_Work task_
Copy out the final stretch of the listing: the line that contains "Map reading. Build" and all lines after it, exactly as they appear.

_Provided records_
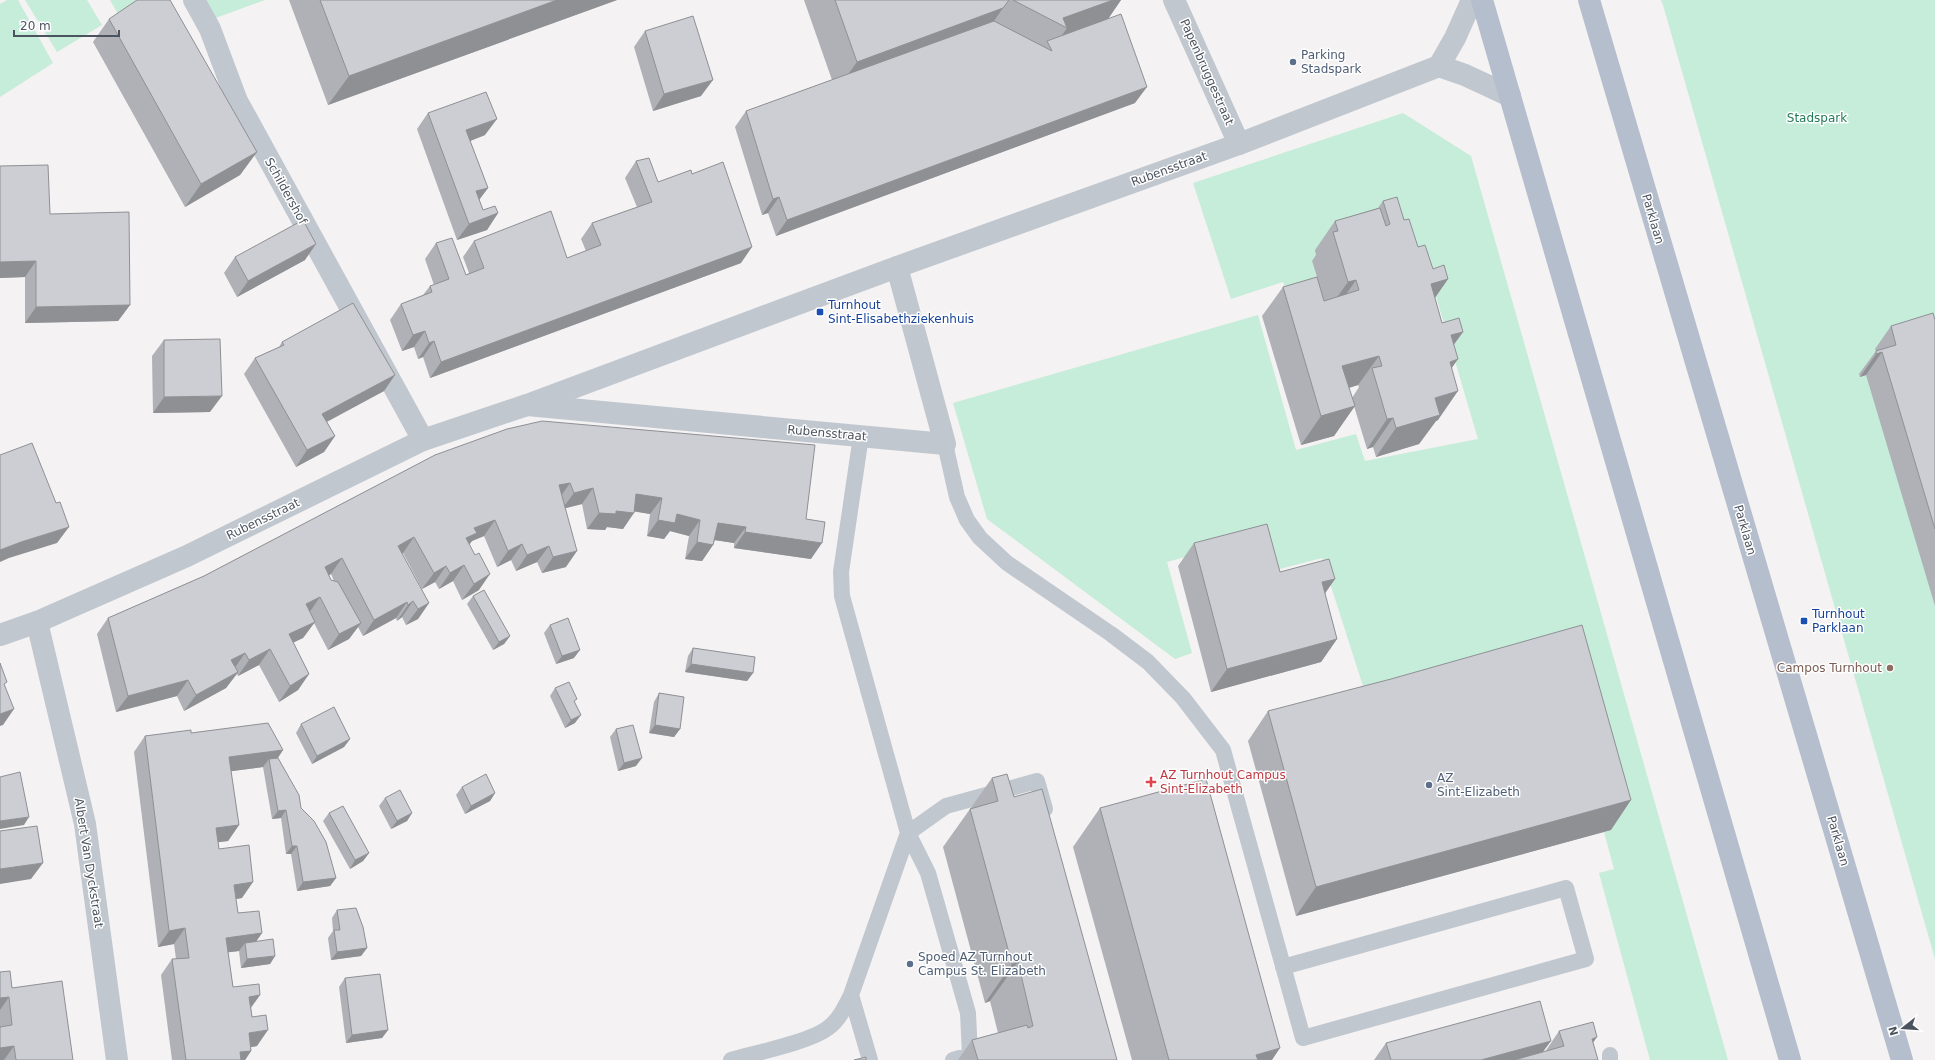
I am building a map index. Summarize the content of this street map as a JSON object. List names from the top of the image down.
{
  "streets": {
    "main road": ["Parklaan"],
    "street": [
      "Papenbruggestraat",
      "Rubensstraat",
      "Schildershof",
      "Albert Van Dyckstraat"
    ]
  },
  "crossings": [
    ["Papenbruggestraat", "Rubensstraat"],
    ["Rubensstraat", "Schildershof"],
    ["Rubensstraat", "Albert Van Dyckstraat"]
  ],
  "parks": ["Stadspark"],
  "places": {
    "other": [
      "Parking Stadspark",
      "Campos Turnhout",
      "AZ Sint-Elizabeth",
      "Spoed AZ Turnhout Campus St. Elizabeth"
    ],
    "transit": ["Turnhout Sint-Elisabethziekenhuis", "Turnhout Parklaan"],
    "health": ["AZ Turnhout Campus Sint-Elizabeth"]
  },
  "scale_bar": "20 m",
  "north": "left"
}
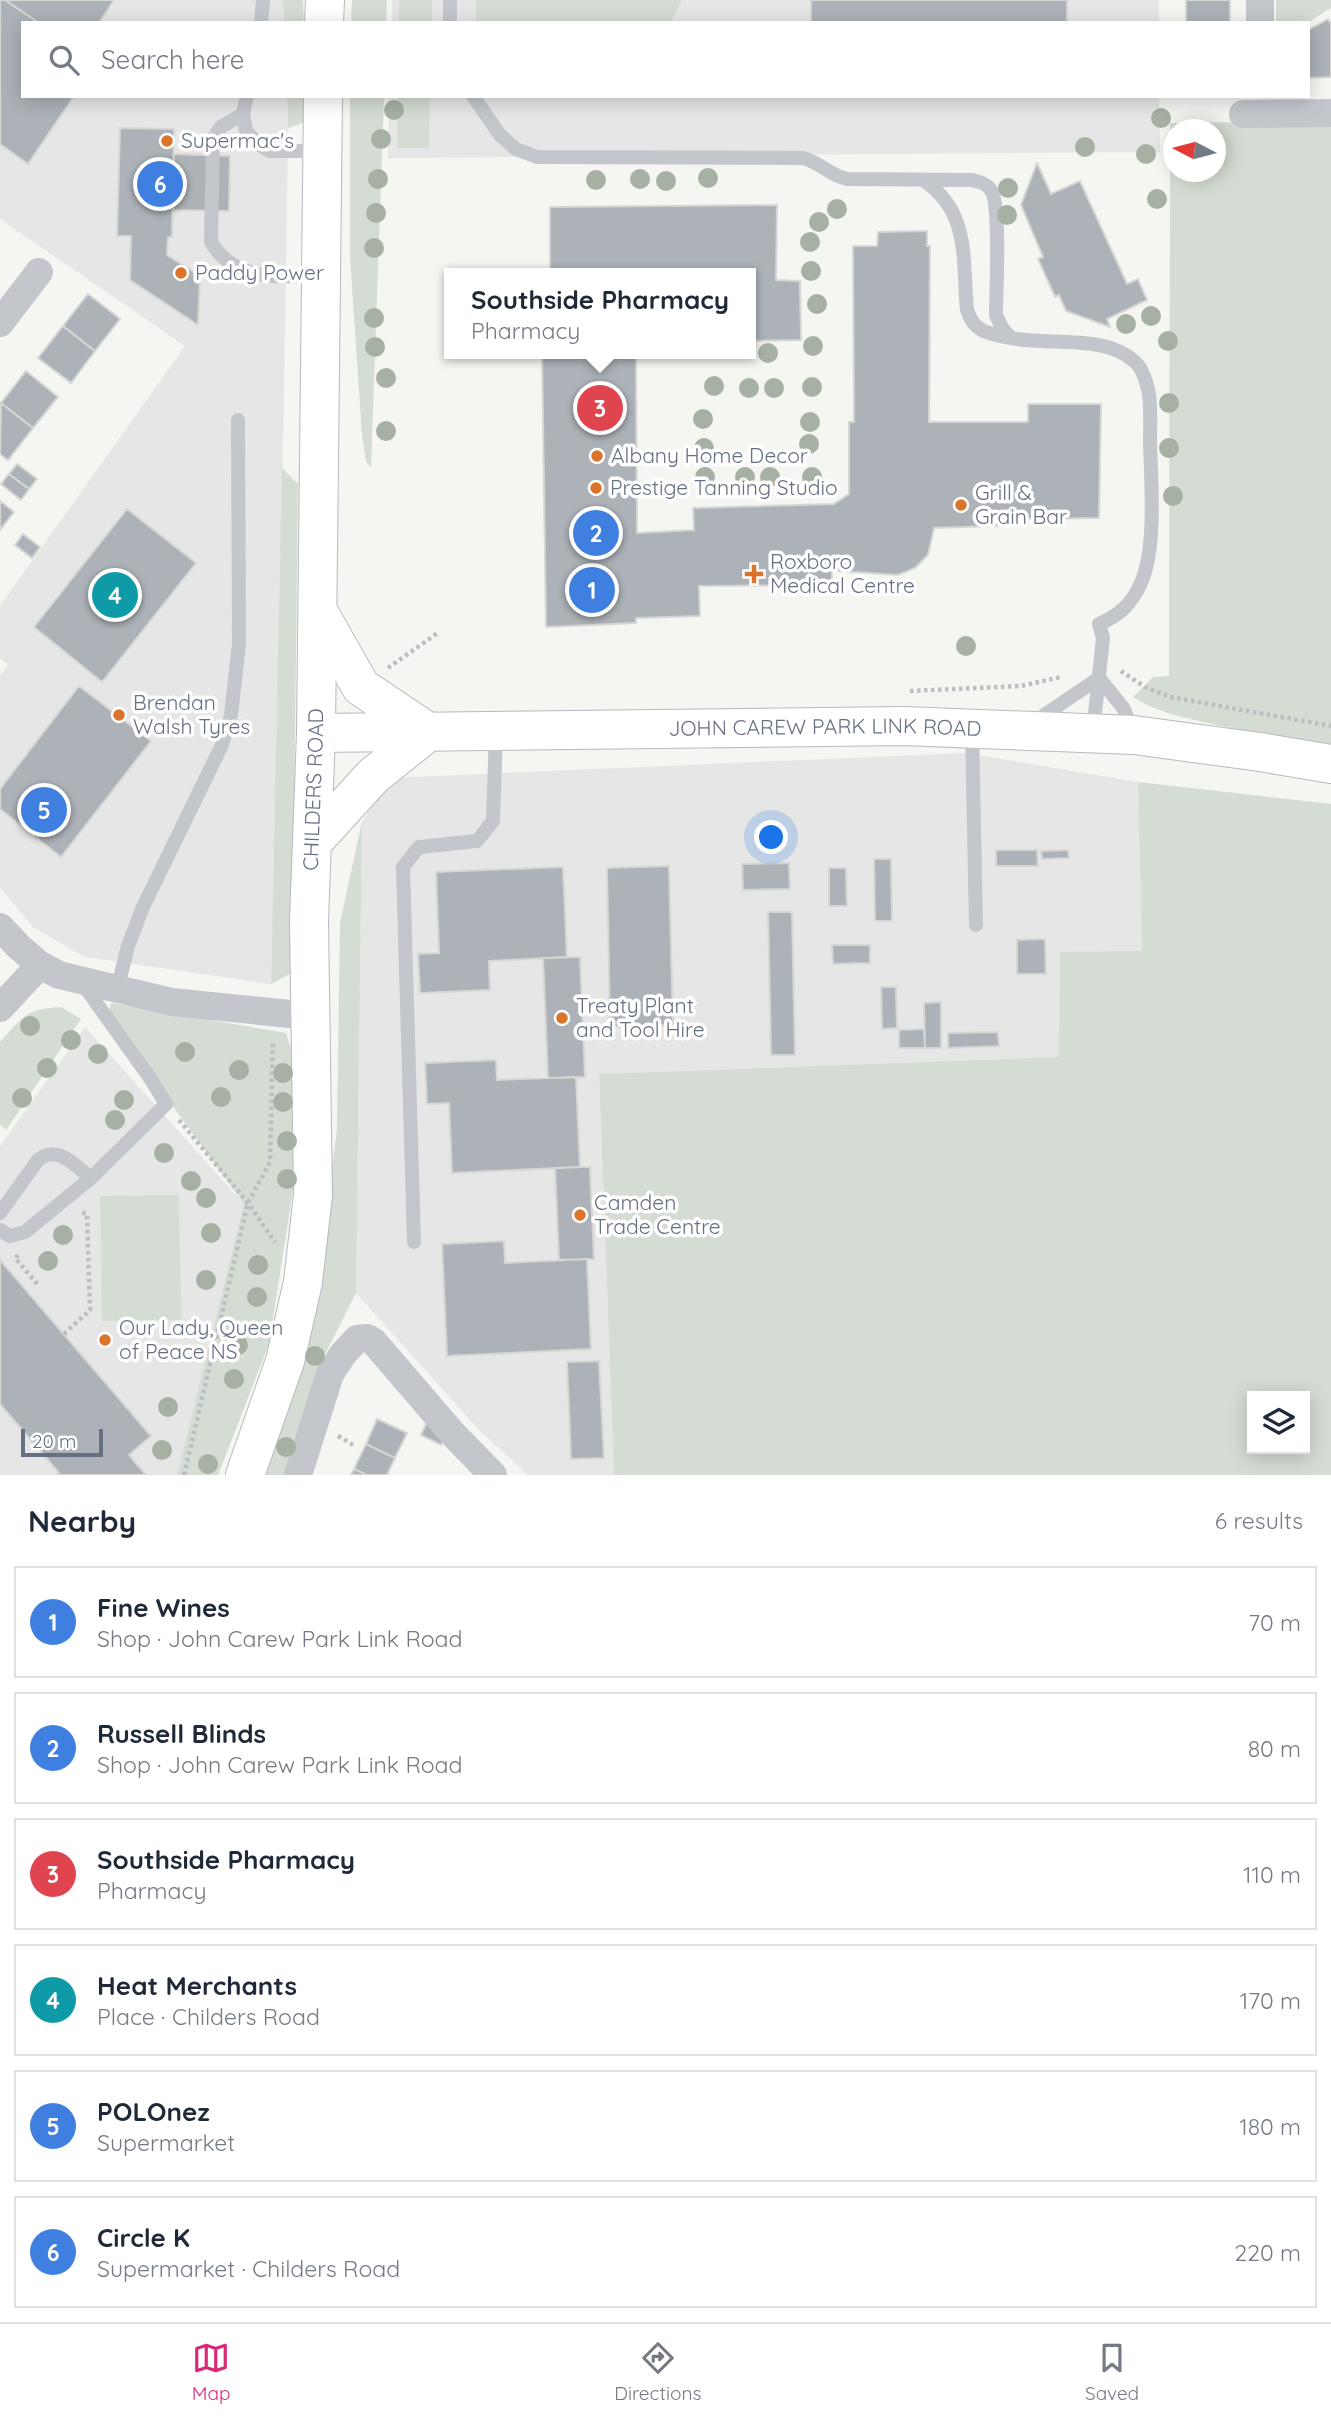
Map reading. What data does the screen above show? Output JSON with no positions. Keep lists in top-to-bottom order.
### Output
{
  "streets": {
    "main road": ["JOHN CAREW PARK LINK ROAD", "CHILDERS ROAD"]
  },
  "crossings": [
    ["JOHN CAREW PARK LINK ROAD", "CHILDERS ROAD"]
  ],
  "places": {
    "other": [
      "Supermac's",
      "Paddy Power",
      "Albany Home Decor",
      "Prestige Tanning Studio",
      "Grill & Grain Bar",
      "Brendan Walsh Tyres",
      "Treaty Plant and Tool Hire",
      "Camden Trade Centre",
      "Our Lady, Queen of Peace NS"
    ],
    "health": ["Roxboro Medical Centre"]
  },
  "scale_bar": "20 m",
  "north": "left",
  "page": {
    "search": "Search here",
    "pins": [
      "6",
      "3",
      "2",
      "1",
      "4",
      "5"
    ],
    "popup": ["Southside Pharmacy", "Pharmacy"],
    "scale": "20 m",
    "heading": ["Nearby", "6 results"],
    "list": [
      {
        "mark": "1",
        "name": "Fine Wines",
        "note": "Shop · John Carew Park Link Road",
        "value": "70 m"
      },
      {
        "mark": "2",
        "name": "Russell Blinds",
        "note": "Shop · John Carew Park Link Road",
        "value": "80 m"
      },
      {
        "mark": "3",
        "name": "Southside Pharmacy",
        "note": "Pharmacy",
        "value": "110 m"
      },
      {
        "mark": "4",
        "name": "Heat Merchants",
        "note": "Place · Childers Road",
        "value": "170 m"
      },
      {
        "mark": "5",
        "name": "POLOnez",
        "note": "Supermarket",
        "value": "180 m"
      },
      {
        "mark": "6",
        "name": "Circle K",
        "note": "Supermarket · Childers Road",
        "value": "220 m"
      }
    ],
    "nav": ["Map", "Directions", "Saved"]
  }
}
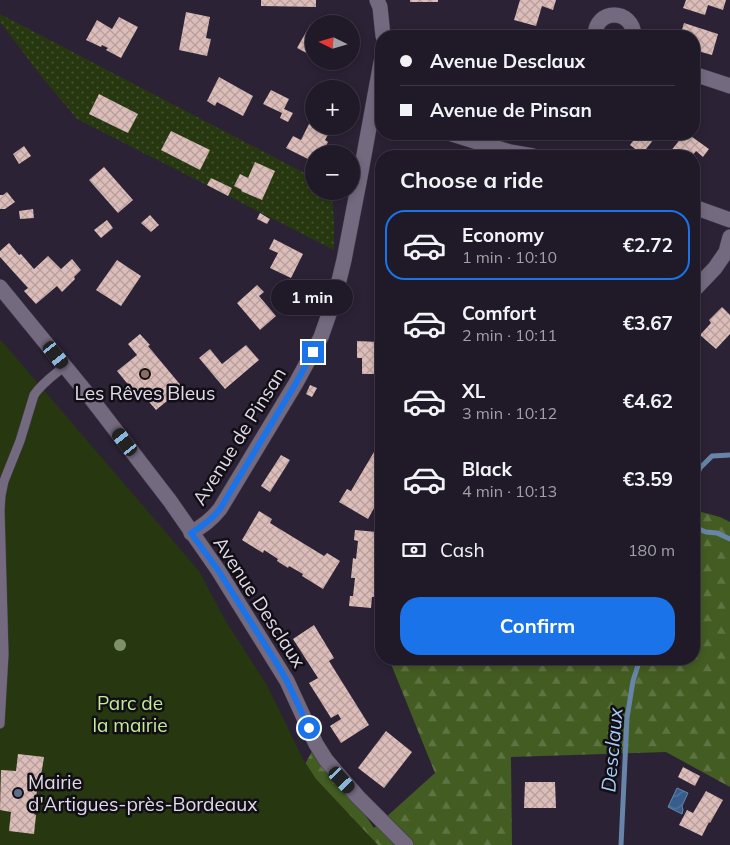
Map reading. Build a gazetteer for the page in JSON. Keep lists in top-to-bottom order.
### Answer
{
  "streets": {
    "street": ["Avenue de Pinsan", "Avenue Desclaux"]
  },
  "crossings": [
    ["Avenue de Pinsan", "Avenue Desclaux"]
  ],
  "water": ["Desclaux"],
  "parks": ["Parc de la mairie"],
  "places": ["Les Rêves Bleus", "Mairie d'Artigues-près-Bordeaux"],
  "north": "left",
  "page": {
    "map_buttons": ["+", "−"],
    "banner": ["Avenue Desclaux", "Avenue de Pinsan"],
    "heading": "Choose a ride",
    "list": [
      {
        "name": "Economy",
        "note": "1 min · 10:10",
        "value": "€2.72"
      },
      {
        "name": "Comfort",
        "note": "2 min · 10:11",
        "value": "€3.67"
      },
      {
        "name": "XL",
        "note": "3 min · 10:12",
        "value": "€4.62"
      },
      {
        "name": "Black",
        "note": "4 min · 10:13",
        "value": "€3.59"
      }
    ],
    "bubble": "1 min",
    "pay": ["Cash", "180 m"],
    "buttons": "Confirm"
  }
}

_Solution to this problem_
Map reading. Build a gazetteer for the page in JSON. Keep lists in top-to-bottom order.
### Answer
{
  "streets": {
    "street": ["Avenue de Pinsan", "Avenue Desclaux"]
  },
  "crossings": [
    ["Avenue de Pinsan", "Avenue Desclaux"]
  ],
  "water": ["Desclaux"],
  "parks": ["Parc de la mairie"],
  "places": ["Les Rêves Bleus", "Mairie d'Artigues-près-Bordeaux"],
  "north": "left",
  "page": {
    "map_buttons": ["+", "−"],
    "banner": ["Avenue Desclaux", "Avenue de Pinsan"],
    "heading": "Choose a ride",
    "list": [
      {
        "name": "Economy",
        "note": "1 min · 10:10",
        "value": "€2.72"
      },
      {
        "name": "Comfort",
        "note": "2 min · 10:11",
        "value": "€3.67"
      },
      {
        "name": "XL",
        "note": "3 min · 10:12",
        "value": "€4.62"
      },
      {
        "name": "Black",
        "note": "4 min · 10:13",
        "value": "€3.59"
      }
    ],
    "bubble": "1 min",
    "pay": ["Cash", "180 m"],
    "buttons": "Confirm"
  }
}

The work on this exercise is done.